▸ **Data extracts**:
..............................

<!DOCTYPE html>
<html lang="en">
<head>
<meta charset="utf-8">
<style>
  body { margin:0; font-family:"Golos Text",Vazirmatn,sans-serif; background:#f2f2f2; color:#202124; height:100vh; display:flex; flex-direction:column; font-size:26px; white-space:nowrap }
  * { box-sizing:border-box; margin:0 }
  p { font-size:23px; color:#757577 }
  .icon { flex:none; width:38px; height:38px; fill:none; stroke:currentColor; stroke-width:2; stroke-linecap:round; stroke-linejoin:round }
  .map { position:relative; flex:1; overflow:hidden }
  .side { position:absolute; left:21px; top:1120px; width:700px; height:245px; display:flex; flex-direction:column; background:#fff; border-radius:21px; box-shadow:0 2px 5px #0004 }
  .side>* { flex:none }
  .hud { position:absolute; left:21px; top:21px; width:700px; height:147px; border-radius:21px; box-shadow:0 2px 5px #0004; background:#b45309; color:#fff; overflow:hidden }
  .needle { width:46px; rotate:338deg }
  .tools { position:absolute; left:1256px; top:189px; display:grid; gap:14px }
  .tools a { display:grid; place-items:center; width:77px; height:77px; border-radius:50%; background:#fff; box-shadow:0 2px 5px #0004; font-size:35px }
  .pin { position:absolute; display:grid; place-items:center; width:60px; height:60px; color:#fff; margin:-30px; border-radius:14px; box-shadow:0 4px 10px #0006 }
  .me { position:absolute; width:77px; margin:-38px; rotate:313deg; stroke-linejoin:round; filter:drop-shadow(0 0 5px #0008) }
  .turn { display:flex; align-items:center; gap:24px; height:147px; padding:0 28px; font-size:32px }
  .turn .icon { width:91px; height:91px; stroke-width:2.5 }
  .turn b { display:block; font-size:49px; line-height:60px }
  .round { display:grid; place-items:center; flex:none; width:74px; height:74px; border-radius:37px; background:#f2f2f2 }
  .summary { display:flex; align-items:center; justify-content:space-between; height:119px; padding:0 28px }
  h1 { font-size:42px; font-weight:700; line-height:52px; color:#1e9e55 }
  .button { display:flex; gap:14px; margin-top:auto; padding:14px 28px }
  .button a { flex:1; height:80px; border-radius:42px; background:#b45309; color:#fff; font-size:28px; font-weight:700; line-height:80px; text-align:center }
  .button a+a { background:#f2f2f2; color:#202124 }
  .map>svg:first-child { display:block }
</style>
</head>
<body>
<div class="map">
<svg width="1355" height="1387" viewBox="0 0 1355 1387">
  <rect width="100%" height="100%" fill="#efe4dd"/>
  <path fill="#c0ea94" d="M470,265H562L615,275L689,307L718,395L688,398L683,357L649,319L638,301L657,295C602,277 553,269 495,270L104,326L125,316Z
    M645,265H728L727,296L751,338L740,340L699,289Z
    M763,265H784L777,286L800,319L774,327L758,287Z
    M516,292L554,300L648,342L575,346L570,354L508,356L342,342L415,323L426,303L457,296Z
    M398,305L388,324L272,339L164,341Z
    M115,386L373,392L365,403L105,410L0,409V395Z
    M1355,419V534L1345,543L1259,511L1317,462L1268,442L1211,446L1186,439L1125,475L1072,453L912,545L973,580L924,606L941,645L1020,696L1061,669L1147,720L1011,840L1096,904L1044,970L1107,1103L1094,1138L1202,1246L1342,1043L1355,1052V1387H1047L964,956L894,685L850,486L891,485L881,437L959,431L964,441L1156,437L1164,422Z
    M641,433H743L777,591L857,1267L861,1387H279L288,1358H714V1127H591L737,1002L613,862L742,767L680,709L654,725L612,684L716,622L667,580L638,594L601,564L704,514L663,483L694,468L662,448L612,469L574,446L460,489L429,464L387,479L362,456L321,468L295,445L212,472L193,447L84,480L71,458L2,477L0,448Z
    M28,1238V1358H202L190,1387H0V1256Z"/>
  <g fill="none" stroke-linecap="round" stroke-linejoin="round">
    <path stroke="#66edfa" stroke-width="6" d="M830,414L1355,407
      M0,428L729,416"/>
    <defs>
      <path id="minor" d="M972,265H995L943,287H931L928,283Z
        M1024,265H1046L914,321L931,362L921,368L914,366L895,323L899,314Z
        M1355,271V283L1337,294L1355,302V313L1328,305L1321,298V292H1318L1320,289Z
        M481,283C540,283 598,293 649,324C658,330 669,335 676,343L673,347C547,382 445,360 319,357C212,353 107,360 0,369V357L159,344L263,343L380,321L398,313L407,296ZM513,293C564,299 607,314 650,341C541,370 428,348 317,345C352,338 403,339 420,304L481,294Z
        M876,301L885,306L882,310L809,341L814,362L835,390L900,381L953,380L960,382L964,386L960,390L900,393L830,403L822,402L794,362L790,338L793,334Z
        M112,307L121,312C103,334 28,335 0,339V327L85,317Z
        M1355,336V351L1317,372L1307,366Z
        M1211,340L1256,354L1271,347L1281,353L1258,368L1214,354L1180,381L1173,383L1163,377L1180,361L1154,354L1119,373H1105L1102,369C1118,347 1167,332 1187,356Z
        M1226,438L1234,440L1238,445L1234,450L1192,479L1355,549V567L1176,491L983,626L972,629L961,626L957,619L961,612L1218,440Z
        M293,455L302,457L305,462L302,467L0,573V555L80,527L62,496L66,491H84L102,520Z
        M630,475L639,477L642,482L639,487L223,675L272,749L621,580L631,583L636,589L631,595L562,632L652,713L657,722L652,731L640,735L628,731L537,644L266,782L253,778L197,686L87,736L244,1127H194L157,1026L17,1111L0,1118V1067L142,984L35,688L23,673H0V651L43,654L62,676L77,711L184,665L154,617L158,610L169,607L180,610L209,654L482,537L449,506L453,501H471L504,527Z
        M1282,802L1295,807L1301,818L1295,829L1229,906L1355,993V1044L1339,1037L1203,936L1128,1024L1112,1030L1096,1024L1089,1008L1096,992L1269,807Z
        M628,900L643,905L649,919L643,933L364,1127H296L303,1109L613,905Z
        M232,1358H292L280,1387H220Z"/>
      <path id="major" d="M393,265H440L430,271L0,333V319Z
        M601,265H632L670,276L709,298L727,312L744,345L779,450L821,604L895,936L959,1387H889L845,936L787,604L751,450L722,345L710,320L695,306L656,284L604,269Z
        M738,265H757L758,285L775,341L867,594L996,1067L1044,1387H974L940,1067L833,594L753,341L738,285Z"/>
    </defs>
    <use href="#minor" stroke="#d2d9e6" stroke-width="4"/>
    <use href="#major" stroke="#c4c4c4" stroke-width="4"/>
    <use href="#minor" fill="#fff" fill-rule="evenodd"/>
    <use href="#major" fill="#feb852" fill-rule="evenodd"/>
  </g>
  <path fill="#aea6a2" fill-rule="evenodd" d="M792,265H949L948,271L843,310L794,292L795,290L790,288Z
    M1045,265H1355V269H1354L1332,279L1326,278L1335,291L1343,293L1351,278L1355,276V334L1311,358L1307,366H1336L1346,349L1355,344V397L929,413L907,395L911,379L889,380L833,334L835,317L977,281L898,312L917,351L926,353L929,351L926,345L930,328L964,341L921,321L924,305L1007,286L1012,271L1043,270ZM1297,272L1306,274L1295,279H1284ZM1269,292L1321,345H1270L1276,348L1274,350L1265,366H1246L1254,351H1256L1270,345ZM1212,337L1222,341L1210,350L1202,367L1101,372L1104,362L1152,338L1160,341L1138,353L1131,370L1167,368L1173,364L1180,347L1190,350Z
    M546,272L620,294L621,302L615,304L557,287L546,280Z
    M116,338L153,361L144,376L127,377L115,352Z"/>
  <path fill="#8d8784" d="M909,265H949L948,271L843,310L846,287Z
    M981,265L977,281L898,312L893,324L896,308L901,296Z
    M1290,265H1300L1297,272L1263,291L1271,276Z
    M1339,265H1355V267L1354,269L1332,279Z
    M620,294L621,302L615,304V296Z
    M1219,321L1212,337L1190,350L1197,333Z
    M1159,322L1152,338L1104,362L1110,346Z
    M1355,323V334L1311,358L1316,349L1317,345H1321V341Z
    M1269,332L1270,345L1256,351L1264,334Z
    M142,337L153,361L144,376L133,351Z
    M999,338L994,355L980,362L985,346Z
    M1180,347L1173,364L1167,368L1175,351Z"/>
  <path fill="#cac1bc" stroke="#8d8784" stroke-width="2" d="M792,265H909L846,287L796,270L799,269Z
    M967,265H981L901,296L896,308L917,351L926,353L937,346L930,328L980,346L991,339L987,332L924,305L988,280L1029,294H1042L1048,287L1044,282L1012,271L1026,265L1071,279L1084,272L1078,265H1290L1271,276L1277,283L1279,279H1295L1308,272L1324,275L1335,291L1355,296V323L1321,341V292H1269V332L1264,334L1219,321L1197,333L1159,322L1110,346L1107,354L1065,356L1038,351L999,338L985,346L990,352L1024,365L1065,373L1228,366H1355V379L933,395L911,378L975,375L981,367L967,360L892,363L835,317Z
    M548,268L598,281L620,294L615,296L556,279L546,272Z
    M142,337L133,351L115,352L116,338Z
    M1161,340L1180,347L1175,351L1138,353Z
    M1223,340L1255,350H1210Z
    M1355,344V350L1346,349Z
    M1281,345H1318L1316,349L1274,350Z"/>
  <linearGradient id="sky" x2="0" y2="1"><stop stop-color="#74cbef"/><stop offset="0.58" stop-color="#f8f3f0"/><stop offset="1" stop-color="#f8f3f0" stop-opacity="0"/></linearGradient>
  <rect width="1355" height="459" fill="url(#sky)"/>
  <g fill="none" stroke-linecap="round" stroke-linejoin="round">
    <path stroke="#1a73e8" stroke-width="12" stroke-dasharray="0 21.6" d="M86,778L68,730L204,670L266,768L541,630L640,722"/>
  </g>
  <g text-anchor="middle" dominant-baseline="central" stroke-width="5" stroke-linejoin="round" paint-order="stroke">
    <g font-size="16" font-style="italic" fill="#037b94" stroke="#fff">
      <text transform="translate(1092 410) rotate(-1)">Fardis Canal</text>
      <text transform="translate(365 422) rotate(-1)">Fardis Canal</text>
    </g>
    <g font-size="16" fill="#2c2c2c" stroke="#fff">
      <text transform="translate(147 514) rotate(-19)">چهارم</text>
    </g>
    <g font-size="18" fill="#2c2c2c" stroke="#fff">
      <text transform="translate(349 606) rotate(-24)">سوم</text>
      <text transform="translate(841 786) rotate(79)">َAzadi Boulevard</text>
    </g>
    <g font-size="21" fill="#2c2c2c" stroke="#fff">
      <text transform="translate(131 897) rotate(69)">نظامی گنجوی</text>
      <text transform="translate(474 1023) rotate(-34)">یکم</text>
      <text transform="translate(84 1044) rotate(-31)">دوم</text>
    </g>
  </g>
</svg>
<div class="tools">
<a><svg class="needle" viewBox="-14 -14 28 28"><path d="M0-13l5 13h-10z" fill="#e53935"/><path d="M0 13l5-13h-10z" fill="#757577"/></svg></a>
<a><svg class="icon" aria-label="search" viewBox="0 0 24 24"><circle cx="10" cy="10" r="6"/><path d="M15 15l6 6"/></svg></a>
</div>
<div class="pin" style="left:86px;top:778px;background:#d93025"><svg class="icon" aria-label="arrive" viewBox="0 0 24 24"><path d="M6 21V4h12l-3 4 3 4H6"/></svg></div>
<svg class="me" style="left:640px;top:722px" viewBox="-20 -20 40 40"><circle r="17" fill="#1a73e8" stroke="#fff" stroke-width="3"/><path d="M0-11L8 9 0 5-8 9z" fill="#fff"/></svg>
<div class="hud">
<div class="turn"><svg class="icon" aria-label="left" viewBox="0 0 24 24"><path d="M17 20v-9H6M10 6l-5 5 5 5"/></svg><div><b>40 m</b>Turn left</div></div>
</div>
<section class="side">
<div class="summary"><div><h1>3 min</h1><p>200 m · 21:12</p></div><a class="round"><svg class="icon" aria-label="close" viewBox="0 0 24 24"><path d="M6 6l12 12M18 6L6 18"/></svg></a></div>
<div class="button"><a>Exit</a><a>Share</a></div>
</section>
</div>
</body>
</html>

..............................

▸ **Your task**:
Whenever a line in the records contains the word "hidden", copy that line.

▸ **Output for this exercise**:
  .map { position:relative; flex:1; overflow:hidden }
  .hud { position:absolute; left:21px; top:21px; width:700px; height:147px; border-radius:21px; box-shadow:0 2px 5px #0004; background:#b45309; color:#fff; overflow:hidden }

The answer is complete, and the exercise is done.